In any case, if I were holding something like BTCP (Bitcoin Private), I’d be a little bit worried. It has a market cap of more than \$200 million, and reasonably liquid trading pairs, but costs less than \$500 an hour to attack. If the attacker were unwilling to set up hardware, they might prefer to target something like EMC2 (Einsteinium), which has a higher NiceHash-ability.

Now, in a perfectly efficient market, one would imagine that the possible financial benefit from conducting a 51% attack would outweigh the financial costs. However, recent attacks show that this is clearly not the case (especially because one can now short the target coin prior to the attack). So there is a clear problem in the crypto markets.

What can we do about it?

An obvious solution is to ditch PoW and go with Proof of Stake (PoS). Much easier said than done. Arguably the most mature PoS development effort is that of Ethereum, in the form of Casper. Yet despite the undeniable talent of the dev team, solving the nothing-at-stake problem and ironing out the wrinkles in the implementation is not proving to be a straightforward task. Delegated PoS may be a stepping stone, but the concessions with regard to decentralisation may be a bit off-putting. So assuming that PoW is still the de-facto consensus mechanism, what can the ecosystem do to reduce 51% attacks? Here are some ideas.

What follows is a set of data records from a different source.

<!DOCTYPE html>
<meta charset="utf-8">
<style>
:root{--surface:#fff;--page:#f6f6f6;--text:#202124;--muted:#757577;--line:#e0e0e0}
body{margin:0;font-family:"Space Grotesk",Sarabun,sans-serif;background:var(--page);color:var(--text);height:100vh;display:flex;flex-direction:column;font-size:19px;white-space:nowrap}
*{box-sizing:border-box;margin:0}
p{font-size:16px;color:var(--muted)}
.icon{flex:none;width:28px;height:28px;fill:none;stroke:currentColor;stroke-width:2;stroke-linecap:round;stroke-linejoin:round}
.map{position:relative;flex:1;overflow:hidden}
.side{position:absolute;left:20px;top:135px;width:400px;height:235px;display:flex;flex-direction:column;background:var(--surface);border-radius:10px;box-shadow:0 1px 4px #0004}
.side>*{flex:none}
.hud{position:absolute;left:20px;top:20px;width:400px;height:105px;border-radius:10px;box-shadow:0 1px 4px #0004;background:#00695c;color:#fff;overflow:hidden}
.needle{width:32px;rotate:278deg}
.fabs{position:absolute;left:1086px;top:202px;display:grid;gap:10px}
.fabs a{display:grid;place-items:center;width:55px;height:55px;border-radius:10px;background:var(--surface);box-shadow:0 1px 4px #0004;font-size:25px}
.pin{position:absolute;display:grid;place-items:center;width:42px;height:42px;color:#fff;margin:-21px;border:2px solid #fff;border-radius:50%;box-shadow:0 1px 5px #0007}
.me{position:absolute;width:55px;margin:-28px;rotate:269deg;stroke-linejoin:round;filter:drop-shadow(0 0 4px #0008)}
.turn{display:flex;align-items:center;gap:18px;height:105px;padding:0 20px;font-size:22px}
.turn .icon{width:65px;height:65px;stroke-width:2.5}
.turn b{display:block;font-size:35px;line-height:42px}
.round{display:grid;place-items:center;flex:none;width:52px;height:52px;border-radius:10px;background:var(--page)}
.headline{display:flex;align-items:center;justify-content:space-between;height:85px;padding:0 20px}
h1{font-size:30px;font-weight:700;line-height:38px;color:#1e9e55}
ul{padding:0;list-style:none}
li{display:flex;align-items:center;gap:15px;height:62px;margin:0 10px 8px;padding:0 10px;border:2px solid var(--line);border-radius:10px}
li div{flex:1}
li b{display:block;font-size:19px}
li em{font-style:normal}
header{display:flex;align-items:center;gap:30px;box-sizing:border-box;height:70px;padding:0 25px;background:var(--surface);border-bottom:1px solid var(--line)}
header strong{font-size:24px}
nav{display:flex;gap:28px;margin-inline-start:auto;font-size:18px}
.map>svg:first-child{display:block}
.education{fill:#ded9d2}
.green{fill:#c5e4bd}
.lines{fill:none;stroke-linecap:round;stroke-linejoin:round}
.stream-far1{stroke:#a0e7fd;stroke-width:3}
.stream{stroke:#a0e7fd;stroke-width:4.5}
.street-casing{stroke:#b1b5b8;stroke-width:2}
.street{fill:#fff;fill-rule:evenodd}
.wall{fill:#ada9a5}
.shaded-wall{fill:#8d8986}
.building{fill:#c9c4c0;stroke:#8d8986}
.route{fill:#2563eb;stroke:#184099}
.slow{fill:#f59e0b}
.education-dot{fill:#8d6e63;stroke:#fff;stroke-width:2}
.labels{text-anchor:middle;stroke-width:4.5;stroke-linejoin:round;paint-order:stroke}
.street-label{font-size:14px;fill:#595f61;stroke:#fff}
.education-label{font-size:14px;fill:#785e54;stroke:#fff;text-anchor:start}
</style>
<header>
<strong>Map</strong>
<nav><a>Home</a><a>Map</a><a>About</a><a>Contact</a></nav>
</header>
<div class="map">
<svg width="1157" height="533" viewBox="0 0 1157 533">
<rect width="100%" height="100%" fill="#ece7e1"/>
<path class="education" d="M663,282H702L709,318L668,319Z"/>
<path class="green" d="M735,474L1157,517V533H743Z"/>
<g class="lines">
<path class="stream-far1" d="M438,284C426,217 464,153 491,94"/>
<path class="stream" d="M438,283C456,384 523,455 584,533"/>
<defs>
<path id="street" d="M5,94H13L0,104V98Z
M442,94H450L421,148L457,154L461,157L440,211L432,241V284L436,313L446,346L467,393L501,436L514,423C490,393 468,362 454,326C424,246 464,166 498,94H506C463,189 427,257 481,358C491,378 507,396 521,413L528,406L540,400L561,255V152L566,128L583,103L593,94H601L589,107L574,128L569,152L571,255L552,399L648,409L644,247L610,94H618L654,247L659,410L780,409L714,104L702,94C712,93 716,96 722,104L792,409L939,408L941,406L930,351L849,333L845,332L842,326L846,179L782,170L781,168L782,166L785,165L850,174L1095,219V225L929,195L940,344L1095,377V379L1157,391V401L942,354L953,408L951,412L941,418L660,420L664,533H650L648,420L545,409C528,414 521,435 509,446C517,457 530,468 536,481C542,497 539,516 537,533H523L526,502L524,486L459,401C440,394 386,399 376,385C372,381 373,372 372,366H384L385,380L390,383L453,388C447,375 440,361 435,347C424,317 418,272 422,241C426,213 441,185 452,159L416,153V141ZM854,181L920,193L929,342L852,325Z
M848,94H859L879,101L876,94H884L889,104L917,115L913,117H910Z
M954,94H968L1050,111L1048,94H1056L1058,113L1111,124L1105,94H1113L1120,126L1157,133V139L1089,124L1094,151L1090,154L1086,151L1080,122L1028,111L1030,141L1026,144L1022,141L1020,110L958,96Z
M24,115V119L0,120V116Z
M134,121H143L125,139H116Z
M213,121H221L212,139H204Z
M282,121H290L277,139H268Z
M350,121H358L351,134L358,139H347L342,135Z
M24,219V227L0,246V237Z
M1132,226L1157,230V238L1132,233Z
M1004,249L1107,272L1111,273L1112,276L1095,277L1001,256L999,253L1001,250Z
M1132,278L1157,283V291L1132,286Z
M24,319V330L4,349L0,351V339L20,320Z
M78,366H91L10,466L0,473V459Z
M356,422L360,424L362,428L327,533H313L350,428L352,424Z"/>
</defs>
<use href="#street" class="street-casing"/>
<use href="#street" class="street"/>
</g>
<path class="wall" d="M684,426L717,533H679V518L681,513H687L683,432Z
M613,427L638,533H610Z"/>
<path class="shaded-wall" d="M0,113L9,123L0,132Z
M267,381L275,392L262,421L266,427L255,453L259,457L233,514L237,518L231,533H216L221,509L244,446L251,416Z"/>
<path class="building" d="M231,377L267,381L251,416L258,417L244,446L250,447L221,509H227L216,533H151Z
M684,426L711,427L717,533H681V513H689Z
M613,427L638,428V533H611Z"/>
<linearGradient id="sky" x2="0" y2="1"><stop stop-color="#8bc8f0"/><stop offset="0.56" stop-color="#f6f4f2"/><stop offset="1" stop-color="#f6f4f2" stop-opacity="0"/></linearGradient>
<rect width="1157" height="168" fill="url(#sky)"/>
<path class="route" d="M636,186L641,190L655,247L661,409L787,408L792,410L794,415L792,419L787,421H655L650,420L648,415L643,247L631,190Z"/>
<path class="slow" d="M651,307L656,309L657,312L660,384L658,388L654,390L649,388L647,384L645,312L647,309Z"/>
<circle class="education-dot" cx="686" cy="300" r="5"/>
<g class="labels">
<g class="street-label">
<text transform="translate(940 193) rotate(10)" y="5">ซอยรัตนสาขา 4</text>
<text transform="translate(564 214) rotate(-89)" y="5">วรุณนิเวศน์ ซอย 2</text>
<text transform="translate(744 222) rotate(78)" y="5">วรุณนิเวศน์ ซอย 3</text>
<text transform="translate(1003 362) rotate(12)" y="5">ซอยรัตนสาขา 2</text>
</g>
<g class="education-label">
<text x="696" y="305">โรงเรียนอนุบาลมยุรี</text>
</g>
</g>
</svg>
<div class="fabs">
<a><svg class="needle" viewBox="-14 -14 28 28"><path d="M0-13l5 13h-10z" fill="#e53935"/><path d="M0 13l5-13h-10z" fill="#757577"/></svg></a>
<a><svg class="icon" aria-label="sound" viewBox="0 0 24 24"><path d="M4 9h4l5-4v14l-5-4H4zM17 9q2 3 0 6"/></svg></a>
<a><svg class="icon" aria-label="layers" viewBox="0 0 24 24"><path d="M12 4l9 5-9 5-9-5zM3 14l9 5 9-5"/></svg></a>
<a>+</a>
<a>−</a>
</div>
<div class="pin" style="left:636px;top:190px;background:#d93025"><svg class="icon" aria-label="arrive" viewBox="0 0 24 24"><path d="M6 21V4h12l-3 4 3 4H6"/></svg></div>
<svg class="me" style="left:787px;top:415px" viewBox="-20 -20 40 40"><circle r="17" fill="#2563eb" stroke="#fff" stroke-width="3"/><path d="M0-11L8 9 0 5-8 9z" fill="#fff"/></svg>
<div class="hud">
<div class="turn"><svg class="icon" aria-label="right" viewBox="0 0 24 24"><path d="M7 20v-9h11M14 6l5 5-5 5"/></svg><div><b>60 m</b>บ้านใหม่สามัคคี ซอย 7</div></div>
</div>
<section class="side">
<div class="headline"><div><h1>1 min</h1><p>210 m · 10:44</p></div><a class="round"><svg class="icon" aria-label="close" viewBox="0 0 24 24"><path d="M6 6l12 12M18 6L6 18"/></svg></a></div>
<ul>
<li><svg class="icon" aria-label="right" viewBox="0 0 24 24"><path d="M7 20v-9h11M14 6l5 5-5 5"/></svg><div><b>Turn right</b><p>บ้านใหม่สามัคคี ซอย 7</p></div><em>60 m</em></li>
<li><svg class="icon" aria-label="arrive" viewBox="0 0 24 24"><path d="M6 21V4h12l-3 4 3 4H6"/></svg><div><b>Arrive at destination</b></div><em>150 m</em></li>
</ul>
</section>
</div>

Speculators/investors should consider the hash rate of any PoW coins they are looking to invest in, and be aware that a low hash rate makes that blockchain vulnerable for a 51% attack – certainly not good for their investment.

New PoW altcoins should not use the same hashing algorithm as big coins, even if it’s easier to implement – a large miner can just point their hash power at the new blockchain and immediately become a majority. Dev teams for these projects should implement programmatic checks for 51% attacks: a quick response can be critical. Fiat reserves should be maintained, which can quickly be used to add hashing power to the network if a potential 51% attack is detected.

Exchanges should be wary of what tokens they list, and should increase the required block confirmations for transactions, making it more costly for attackers to rewrite the recent history of a blockchain. Yes, this would make it slightly more inconvenient for users, but 51% attacks can directly lead to material losses.

Conclusion

Proof of Work is a genius solution to the distributed consensus problem, and I often have to remind myself just how amazing the original bitcoin protocol is. But I believe that in PoW, 51% attacks should be possible – they are a direct consequence of democracy. For large decentralised networks like that of bitcoin or Ethereum this is not a problem, but owing to the speculative interest in cryptocurrencies, the demand for some altcoins has separated entirely from the security of their network, resulting in a kind of arbitrage which allows malicious actors to profit by conducting a double spending 51% attack.

This post’s analysis of coin vulnerability has not been perfect: the main flaw is our use of market cap as a proxy for the profitability of a 51% attack. In reality, the profitability is a function of block confirmation times and exchange liquidity. Market cap is arguably correlated with the two, but it is not as direct.

I don’t claim to have all the solutions to the problem of 51% attacks, but it is evident that no single party can solve the issue alone. Until the different players (miners, users, exchanges, investors) in the ecosystem contribute their part, coins with low hash rates will continue to be low hanging fruit for the aspiring 51% attacker; I’d wager that we’ll see a few more big attacks before the year ends.